Indeed, only one in five of the 1,000 applicants interviewed in the past 12 months for positions at my business, call answering service alldayPA, demonstrated the necessary skills in these areas in order to progress in the recruitment process. That means a huge 80% were found lacking in the skills that allow people to listen, empathise, make decisions as to how to react to human interaction, and give the impression they care.

We are seeing the first generation that has grown up with automation entering the workplace. They shop on the internet, talk to friends through social media, and even play online games in their leisure time – and crucially, as a result, have less experience of verbal communication. Young people aren’t exposed to enough examples of good customer service either face-to-face or over the telephone, to develop these skills themselves without some extra help.

It is in the interest of employers to ensure that people are equipped with the skills that computers cannot, as yet, replicate. In-company training in these areas will upskill the existing workforce in the short term – and in the longer term once automation sets in, will mean businesses won’t need to scrabble about to secure human talent with these skills, as their workforce will already be well-equipped. At alldayPA we have established an internal training academy in order to ensure our own workforce is equipped in this way.

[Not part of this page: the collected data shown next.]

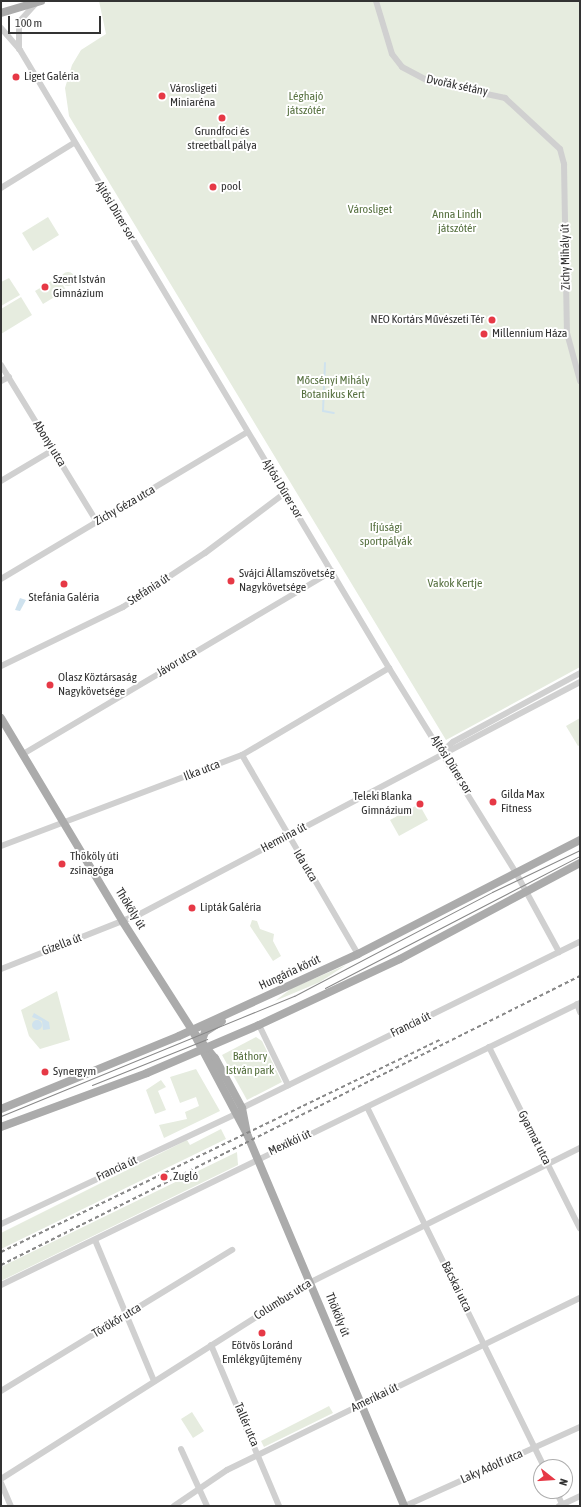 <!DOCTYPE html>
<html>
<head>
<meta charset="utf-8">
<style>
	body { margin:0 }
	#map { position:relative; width:581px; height:1507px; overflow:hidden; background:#fff; font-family:"Asap Condensed",sans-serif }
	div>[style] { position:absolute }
	.green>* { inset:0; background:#e6ecdf }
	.round { border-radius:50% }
	.water>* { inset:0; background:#cfe2ee }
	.stream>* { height:2px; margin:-1px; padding:0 1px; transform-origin:1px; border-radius:1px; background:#cfe2ee }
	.minor>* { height:6px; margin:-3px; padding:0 3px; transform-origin:3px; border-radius:3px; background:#d0d0d0 }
	.major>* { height:8px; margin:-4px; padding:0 4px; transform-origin:4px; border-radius:4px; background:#ababab }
	.tram>* { height:1px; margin:-0.5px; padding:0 0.5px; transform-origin:0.5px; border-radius:0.5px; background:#888 }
	.rail>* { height:2px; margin-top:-1px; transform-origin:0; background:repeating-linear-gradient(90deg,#888 0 4px,transparent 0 7px) }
	.dots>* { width:11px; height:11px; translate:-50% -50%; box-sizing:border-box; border:2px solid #fff; border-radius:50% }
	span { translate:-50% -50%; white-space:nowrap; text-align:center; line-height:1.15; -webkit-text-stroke:4px #fff; paint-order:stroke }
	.poi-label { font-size:12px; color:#333 }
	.left { translate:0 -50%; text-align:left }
	.right { translate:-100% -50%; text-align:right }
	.street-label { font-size:12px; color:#333 }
	.park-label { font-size:12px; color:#56703f }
	.frame { position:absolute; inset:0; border:2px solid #333; pointer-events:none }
	.north { position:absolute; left:533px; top:1459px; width:40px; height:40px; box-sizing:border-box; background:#fff; border:1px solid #adadad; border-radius:50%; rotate:107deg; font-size:11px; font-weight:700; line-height:16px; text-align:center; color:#333 }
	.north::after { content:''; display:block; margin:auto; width:14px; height:18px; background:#e63946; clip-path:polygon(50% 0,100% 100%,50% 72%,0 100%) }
	.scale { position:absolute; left:8px; top:16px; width:93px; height:18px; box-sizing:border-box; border:2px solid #333; border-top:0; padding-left:5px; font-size:12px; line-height:14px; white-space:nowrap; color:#333; -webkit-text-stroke:3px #fff; paint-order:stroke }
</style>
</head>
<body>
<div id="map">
	<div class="green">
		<i style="clip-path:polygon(99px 1px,580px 1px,580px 667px,446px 740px,69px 116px,65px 88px,72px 65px,81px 50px,106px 34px)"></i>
		<i style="clip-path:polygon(48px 217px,59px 235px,33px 251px,22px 233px)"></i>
		<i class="round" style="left:61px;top:272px;width:14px;height:14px"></i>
		<i style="clip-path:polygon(58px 277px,66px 290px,43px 304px,35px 291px)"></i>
		<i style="clip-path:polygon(9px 278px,20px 295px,1px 306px,1px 282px)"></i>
		<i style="clip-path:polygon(21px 297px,32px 315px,1px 334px,1px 309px)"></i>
		<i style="clip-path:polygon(580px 718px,580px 745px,578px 746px,566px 726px)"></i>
		<i style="clip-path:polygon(419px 804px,428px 820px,399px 836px,390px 820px)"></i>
		<i style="clip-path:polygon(252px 920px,257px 921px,260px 929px,274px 934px,273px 941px,281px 956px,273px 961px,250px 926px)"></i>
		<i style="clip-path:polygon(346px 965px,320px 982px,275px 1001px,292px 988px)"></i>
		<i style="clip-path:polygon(57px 991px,70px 1040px,40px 1049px,29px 1036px,21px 1010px)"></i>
		<i style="clip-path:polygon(256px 1037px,262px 1041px,282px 1082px,247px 1100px,222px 1055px)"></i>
		<i style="clip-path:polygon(196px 1069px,220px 1111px,164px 1138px,159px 1125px,187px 1119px,185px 1112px,199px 1106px,196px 1097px,180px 1103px,170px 1077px)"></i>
		<i style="clip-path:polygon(161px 1080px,166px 1087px,158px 1091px,166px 1110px,155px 1114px,146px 1090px)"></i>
		<i style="clip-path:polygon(221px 1129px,226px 1139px,1px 1249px,1px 1233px,187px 1140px,190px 1145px)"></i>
		<i style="clip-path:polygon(237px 1152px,238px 1165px,1px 1281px,1px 1267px)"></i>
		<i style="clip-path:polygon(329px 1406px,333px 1413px,264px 1447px,261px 1441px)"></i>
		<i style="clip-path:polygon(192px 1412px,204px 1431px,193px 1438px,181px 1419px)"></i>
	</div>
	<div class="water">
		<i style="clip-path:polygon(20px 598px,26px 600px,20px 611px,15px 610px)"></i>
		<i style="clip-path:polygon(34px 1013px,49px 1022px,50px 1029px,43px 1030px,42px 1021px,32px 1017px)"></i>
		<i class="round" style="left:32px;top:1020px;width:10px;height:10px"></i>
	</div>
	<div class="stream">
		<i style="left:325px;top:363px;width:48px;rotate:92.4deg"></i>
		<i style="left:323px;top:411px;width:11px;rotate:10deg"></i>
	</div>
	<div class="minor">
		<i style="left:376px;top:1px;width:55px;rotate:73.2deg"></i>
		<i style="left:392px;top:54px;width:16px;rotate:52deg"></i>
		<i style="left:402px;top:67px;width:32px;rotate:28deg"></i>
		<i style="left:430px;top:82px;width:77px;rotate:12deg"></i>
		<i style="left:505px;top:98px;width:75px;rotate:42.8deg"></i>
		<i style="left:560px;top:149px;width:16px;rotate:75deg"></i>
		<i style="left:564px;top:164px;width:169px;rotate:89deg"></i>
		<i style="left:567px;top:333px;width:50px;rotate:74.8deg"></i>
		<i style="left:1px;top:28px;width:29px;rotate:49deg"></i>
		<i style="left:20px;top:50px;width:720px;rotate:59.16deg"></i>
		<i style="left:389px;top:668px;width:241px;rotate:58.2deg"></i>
		<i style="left:516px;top:873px;width:90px;rotate:61.4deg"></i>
		<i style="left:19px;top:49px;width:27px;rotate:-90deg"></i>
		<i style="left:19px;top:22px;width:25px;rotate:-48deg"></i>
		<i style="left:1px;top:188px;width:86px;rotate:-31.7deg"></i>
		<i style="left:1px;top:365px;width:184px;rotate:58.6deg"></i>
		<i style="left:1px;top:381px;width:9px;rotate:-27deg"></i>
		<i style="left:1px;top:481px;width:61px;rotate:-30.8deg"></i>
		<i style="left:1px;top:579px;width:287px;rotate:-30.8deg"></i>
		<i style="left:1px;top:666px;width:136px;rotate:-25.8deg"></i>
		<i style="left:123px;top:607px;width:98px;rotate:-33.4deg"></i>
		<i style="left:205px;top:553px;width:100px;rotate:-36.9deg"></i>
		<i style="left:444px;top:750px;width:12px;rotate:-42deg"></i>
		<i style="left:453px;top:742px;width:145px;rotate:-28.5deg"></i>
		<i style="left:23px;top:754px;width:359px;rotate:-30.6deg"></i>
		<i style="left:242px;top:755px;width:230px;rotate:59.8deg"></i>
		<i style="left:1px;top:846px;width:258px;rotate:-20.7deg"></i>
		<i style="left:242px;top:755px;width:171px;rotate:-30.6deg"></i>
		<i style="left:1px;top:969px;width:149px;rotate:-21.6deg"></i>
		<i style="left:140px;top:914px;width:497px;rotate:-27.8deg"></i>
		<i style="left:577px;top:1004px;width:9px;rotate:69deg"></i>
		<i style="left:259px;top:1025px;width:67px;rotate:64.2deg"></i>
		<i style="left:489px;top:1047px;width:203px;rotate:63.4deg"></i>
		<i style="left:367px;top:1107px;width:401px;rotate:63.8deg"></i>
		<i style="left:242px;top:1108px;width:377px;rotate:-26.2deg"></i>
		<i style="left:1px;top:1224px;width:257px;rotate:-25.1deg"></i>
		<i style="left:95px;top:1240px;width:153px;rotate:67.3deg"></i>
		<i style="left:1px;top:1285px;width:644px;rotate:-25.97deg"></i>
		<i style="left:211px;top:1345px;width:175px;rotate:67.1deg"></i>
		<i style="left:1px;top:1391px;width:271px;rotate:-31.4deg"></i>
		<i style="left:181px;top:1449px;width:63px;rotate:65.5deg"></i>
		<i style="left:1px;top:1479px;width:367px;rotate:-32.4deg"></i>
		<i style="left:311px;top:1282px;width:301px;rotate:-26.5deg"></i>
		<i style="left:1px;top:1483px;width:25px;rotate:67deg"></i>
		<i style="left:556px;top:1491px;width:17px;rotate:65deg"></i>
		<i style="left:174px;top:1506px;width:64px;rotate:-34.2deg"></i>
		<i style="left:227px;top:1470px;width:393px;rotate:-26deg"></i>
		<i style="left:405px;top:1506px;width:192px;rotate:-24.3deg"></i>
		<i style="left:559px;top:1506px;width:23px;rotate:-25deg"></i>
	</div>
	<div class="major">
		<i style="left:1px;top:13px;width:42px;rotate:-16.7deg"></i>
		<i style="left:1px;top:718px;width:238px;rotate:59.1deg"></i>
		<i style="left:123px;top:922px;width:128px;rotate:57.4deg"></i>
		<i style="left:192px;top:1030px;width:36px;rotate:51deg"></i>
		<i style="left:215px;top:1058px;width:57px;rotate:61.6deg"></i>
		<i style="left:242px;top:1108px;width:25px;rotate:79deg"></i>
		<i style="left:192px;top:1030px;width:118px;rotate:62.1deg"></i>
		<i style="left:247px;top:1134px;width:404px;rotate:67.1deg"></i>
		<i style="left:201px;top:1043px;width:12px;rotate:-70deg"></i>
		<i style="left:205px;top:1032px;width:20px;rotate:-33deg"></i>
		<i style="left:1px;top:1109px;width:192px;rotate:-22.3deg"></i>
		<i style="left:179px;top:1036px;width:197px;rotate:-24.6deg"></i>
		<i style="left:358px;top:954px;width:250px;rotate:-27.2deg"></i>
		<i style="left:1px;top:1127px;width:156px;rotate:-20.3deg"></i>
		<i style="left:147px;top:1073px;width:122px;rotate:-23.2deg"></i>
		<i style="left:259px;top:1025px;width:156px;rotate:-25.1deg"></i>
		<i style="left:400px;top:959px;width:204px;rotate:-28.1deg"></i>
	</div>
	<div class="tram">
		<i style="left:325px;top:988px;width:287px;rotate:-27.4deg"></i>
		<i style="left:92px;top:1085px;width:124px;rotate:-21.8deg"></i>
		<i style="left:1px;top:1116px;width:317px;rotate:-22.3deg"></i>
		<i style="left:294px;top:996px;width:224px;rotate:-27.7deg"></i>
		<i style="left:492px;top:892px;width:98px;rotate:-25.5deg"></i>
	</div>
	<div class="rail">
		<i style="left:1px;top:1252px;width:489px;rotate:-25.8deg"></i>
		<i style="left:1px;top:1265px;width:647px;rotate:-26.53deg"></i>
	</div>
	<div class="dots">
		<i style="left:16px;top:77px;background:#e63946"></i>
		<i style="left:162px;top:96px;background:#e63946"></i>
		<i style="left:222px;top:118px;background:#e63946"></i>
		<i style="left:213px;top:187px;background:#e63946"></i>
		<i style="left:45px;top:287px;background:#e63946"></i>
		<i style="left:492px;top:320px;background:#e63946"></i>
		<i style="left:484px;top:334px;background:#e63946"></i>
		<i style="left:231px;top:581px;background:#e63946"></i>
		<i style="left:64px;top:584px;background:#e63946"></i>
		<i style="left:50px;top:685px;background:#e63946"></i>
		<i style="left:493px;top:802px;background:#e63946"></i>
		<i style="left:420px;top:804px;background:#e63946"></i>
		<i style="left:62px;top:864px;background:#e63946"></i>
		<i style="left:192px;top:908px;background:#e63946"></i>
		<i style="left:45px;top:1072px;background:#e63946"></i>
		<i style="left:164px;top:1177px;background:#e63946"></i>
		<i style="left:262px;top:1333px;background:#e63946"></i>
	</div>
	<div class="poi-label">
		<span class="left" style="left:24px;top:77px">Liget Galéria</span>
		<span class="left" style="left:170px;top:96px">Városligeti<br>Miniaréna</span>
		<span style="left:222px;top:139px">Grundfoci és<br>streetball pálya</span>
		<span class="left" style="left:221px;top:187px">pool</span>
		<span class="left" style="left:53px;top:287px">Szent István<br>Gimnázium</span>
		<span class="right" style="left:484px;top:320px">NEO Kortárs Művészeti Tér</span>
		<span class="left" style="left:492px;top:334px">Millennium Háza</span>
		<span class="left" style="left:239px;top:581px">Svájci Államszövetség<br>Nagykövetsége</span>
		<span style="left:64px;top:598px">Stefánia Galéria</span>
		<span class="left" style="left:58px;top:685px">Olasz Köztársaság<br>Nagykövetsége</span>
		<span class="left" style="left:501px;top:802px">Gilda Max<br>Fitness</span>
		<span class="right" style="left:412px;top:804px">Teleki Blanka<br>Gimnázium</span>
		<span class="left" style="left:70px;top:864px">Thököly úti<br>zsinagóga</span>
		<span class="left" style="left:200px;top:908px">Lipták Galéria</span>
		<span class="left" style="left:53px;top:1072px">Synergym</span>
		<span class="left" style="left:173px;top:1177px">Zugló</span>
		<span style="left:262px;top:1353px">Eötvös Loránd<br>Emlékgyűjtemény</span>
	</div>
	<div class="street-label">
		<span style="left:457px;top:86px;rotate:12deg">Dvořák sétány</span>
		<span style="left:115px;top:211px;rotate:59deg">Ajtósi Dürer sor</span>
		<span style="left:566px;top:257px;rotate:-91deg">Zichy Mihály út</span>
		<span style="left:49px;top:444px;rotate:58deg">Abonyi utca</span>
		<span style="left:282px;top:489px;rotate:59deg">Ajtósi Dürer sor</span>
		<span style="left:125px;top:506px;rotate:-30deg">Zichy Géza utca</span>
		<span style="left:149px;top:590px;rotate:-33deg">Stefánia út</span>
		<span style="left:177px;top:663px;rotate:-31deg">Jávor utca</span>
		<span style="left:451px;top:765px;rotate:58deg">Ajtósi Dürer sor</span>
		<span style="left:202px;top:771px;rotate:-21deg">Ilka utca</span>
		<span style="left:284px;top:838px;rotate:-28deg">Hermina út</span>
		<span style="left:305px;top:866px;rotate:59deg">Ida utca</span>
		<span style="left:130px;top:909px;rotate:58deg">Thököly út</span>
		<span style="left:62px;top:945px;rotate:-21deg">Gizella út</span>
		<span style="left:290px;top:973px;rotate:-25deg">Hungária körút</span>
		<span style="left:411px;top:1025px;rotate:-26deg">Francia út</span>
		<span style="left:534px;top:1138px;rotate:63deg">Gyarmat utca</span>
		<span style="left:290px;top:1143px;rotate:-25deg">Mexikói út</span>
		<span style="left:117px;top:1169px;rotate:-25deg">Francia út</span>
		<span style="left:456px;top:1287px;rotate:64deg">Bácskai utca</span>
		<span style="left:283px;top:1300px;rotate:-32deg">Columbus utca</span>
		<span style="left:337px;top:1315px;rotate:68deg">Thököly út</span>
		<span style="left:117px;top:1321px;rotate:-31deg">Törökőr utca</span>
		<span style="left:375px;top:1398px;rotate:-26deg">Amerikai út</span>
		<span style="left:246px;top:1425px;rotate:67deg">Tallér utca</span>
		<span style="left:492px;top:1467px;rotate:-24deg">Laky Adolf utca</span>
	</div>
	<div class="park-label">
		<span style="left:306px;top:104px">Léghajó<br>játszótér</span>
		<span style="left:370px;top:210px">Városliget</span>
		<span style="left:457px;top:222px">Anna Lindh<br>játszótér</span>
		<span style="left:333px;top:388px">Mőcsényi Mihály<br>Botanikus Kert</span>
		<span style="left:386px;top:535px">Ifjúsági<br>sportpályák</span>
		<span style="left:455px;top:584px">Vakok Kertje</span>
		<span style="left:250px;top:1064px">Báthory<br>István park</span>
	</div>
	<div class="frame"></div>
	<div class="north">N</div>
	<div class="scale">100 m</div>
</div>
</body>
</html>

Businesses should also seriously consider campaigning for the education system to be adjusted accordingly. Companies can look at working directly with educators via guest lectures, talks, workshops and internship programmes, in order to help implement and inspire this change themselves.

But the most significant changes to the system should be introduced at a national level. And if enough businesses are willing to convey just how much of an issue they feel this could become, there is no reason why the government cannot be inspired to make curriculum changes to achieve this.

With many existing white-collar jobs expected to go into decline as robotics take over, it has never been more important for education professionals to re-evaluate the future jobs market, and adjust the education system accordingly to ensure they are placing less emphasis on the skills that will lead to career paths likely to be taken over by automation.

Future generations’ career expectations also need to be managed, so that they understand the nature of the employment market they are likely to be walking into, the skills they need to develop in order to be successful, and the opportunities the future employment market will and will not offer.